● **THE PROBLEM**
Scan the entries for lines containing the string "positions". Reply with how many there are, and nothing else.

● **EXTRACTED RECORDS**
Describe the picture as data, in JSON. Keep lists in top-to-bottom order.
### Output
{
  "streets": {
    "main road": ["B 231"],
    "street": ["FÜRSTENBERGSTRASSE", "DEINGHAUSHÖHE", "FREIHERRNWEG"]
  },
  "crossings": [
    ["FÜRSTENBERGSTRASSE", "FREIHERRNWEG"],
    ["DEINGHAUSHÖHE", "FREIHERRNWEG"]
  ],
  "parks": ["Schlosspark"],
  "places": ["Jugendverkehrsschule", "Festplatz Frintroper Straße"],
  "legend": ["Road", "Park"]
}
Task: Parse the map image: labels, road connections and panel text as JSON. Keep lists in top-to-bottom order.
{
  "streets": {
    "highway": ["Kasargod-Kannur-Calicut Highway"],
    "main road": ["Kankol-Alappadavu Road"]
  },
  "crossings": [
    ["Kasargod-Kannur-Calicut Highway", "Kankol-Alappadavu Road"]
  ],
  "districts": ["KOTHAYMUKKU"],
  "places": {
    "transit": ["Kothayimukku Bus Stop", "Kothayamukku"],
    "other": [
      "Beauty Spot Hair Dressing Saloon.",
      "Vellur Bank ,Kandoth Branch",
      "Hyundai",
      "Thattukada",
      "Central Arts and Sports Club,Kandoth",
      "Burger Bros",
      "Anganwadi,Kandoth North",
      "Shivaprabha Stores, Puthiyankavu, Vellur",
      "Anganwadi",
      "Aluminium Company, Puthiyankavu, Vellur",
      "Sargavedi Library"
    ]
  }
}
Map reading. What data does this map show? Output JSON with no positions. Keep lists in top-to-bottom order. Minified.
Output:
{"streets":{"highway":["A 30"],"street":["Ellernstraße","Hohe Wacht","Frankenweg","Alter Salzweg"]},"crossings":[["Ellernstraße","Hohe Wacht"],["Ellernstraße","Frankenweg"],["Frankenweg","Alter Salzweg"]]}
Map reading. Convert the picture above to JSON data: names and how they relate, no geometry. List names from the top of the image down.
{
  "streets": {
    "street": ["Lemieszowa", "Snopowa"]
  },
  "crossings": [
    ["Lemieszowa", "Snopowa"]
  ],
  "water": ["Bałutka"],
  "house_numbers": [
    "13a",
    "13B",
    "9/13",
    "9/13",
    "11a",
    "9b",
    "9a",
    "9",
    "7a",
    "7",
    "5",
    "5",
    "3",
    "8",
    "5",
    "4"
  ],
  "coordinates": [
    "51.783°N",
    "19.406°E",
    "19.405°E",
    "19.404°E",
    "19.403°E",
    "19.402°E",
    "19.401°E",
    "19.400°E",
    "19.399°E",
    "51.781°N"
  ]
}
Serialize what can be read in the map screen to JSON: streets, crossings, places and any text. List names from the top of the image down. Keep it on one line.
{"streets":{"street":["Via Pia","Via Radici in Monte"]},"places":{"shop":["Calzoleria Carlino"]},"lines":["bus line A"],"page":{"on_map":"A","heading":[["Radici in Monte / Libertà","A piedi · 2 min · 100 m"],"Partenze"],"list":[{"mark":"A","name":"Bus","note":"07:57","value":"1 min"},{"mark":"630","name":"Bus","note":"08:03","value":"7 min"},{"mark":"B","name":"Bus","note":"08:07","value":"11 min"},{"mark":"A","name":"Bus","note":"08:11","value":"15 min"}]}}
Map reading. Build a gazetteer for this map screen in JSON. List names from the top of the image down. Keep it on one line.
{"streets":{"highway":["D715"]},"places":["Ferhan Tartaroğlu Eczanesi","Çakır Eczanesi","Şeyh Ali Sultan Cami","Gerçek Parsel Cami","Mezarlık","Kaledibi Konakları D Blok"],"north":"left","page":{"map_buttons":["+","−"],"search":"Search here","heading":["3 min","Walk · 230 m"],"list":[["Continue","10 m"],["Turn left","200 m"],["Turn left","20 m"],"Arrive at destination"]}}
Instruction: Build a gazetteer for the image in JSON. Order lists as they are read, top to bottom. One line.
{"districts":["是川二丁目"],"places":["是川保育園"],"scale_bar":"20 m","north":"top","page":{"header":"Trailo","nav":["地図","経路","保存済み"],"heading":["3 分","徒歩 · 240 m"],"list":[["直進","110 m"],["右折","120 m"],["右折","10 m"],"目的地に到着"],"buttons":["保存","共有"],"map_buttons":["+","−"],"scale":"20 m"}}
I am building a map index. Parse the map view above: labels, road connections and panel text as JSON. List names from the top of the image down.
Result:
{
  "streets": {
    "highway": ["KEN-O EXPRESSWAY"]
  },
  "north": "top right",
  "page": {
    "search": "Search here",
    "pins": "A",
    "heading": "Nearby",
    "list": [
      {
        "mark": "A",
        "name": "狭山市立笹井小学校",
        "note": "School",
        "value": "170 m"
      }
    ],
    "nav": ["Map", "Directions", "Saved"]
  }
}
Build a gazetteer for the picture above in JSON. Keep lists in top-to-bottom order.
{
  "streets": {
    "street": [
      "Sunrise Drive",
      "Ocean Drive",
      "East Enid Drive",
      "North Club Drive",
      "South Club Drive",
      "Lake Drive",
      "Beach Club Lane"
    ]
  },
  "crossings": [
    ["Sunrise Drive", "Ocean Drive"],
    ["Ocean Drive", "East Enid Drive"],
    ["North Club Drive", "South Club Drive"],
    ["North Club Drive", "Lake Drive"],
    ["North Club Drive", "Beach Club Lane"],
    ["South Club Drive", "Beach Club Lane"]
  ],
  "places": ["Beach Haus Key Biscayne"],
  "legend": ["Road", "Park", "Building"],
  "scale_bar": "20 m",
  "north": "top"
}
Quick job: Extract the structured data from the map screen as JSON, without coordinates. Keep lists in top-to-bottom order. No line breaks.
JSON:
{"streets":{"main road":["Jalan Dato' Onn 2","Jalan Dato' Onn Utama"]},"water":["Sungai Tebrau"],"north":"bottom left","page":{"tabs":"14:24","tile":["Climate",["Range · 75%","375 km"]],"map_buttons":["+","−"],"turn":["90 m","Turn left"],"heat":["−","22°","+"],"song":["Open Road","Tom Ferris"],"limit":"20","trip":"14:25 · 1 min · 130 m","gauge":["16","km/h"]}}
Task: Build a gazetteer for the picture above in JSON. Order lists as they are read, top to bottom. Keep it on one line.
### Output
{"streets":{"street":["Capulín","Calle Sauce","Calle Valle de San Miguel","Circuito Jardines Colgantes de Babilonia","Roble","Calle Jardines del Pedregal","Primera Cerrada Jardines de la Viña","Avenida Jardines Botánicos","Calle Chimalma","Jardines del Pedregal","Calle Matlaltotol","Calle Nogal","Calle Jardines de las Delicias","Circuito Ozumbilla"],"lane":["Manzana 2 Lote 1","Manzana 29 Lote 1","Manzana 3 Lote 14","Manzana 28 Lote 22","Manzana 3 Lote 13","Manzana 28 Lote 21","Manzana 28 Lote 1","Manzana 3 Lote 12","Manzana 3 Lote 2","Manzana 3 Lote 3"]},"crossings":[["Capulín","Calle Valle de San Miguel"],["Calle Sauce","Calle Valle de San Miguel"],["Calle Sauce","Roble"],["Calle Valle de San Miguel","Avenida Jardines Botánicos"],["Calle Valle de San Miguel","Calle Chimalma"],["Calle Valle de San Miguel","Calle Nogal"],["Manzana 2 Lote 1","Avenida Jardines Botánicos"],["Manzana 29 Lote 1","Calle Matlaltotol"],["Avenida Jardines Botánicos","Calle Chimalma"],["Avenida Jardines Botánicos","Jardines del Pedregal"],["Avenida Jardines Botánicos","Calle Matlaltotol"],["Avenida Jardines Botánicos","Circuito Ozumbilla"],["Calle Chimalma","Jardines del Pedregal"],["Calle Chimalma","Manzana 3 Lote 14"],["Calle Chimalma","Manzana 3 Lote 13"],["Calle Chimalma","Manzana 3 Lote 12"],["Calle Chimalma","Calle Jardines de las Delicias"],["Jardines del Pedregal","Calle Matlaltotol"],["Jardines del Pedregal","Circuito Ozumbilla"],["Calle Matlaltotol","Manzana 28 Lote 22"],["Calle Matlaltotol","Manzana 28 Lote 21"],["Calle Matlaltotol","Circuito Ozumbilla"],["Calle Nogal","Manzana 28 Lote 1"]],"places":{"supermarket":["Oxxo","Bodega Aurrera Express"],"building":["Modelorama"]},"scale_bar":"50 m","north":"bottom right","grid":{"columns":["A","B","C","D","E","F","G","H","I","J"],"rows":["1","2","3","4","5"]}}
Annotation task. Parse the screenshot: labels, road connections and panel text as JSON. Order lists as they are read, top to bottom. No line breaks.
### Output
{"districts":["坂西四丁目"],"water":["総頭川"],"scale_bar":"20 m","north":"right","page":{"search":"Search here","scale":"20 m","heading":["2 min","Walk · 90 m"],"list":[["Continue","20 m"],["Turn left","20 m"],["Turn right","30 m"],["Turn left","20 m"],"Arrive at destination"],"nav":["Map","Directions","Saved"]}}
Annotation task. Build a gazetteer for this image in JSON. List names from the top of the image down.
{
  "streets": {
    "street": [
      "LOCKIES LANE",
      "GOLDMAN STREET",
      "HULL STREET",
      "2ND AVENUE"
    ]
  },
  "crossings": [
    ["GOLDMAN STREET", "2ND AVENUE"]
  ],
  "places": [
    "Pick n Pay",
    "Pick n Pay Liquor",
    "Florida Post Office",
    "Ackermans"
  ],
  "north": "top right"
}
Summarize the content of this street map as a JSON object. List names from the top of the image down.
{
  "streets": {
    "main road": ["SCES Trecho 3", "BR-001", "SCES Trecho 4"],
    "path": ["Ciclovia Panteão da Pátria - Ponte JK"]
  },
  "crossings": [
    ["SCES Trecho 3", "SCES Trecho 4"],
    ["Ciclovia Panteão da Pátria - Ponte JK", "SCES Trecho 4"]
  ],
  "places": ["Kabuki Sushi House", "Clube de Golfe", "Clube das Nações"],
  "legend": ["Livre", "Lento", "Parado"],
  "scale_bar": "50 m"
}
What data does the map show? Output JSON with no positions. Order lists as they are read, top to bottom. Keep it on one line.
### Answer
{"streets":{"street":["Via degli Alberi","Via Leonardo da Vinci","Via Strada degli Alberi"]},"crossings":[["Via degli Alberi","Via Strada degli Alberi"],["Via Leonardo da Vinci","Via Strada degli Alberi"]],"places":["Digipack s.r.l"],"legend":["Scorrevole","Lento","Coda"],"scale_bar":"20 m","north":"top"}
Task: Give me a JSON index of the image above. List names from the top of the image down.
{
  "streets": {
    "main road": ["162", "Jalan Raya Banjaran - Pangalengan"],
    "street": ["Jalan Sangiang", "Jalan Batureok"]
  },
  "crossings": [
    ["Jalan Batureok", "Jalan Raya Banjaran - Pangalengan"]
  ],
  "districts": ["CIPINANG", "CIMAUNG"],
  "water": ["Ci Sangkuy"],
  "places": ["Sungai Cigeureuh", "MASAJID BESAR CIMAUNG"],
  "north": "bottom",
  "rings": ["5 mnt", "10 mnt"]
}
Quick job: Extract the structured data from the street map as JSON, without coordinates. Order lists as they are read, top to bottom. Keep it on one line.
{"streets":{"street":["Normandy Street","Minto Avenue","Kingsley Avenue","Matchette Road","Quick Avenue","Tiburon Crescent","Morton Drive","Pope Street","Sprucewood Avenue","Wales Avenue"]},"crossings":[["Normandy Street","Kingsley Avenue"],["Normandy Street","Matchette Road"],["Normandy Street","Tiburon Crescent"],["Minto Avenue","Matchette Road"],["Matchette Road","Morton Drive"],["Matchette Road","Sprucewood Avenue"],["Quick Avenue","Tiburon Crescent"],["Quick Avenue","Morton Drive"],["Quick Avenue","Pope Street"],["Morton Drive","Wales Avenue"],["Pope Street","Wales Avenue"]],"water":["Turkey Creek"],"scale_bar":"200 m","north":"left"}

● **RESPONSE TO THE EXERCISE**
2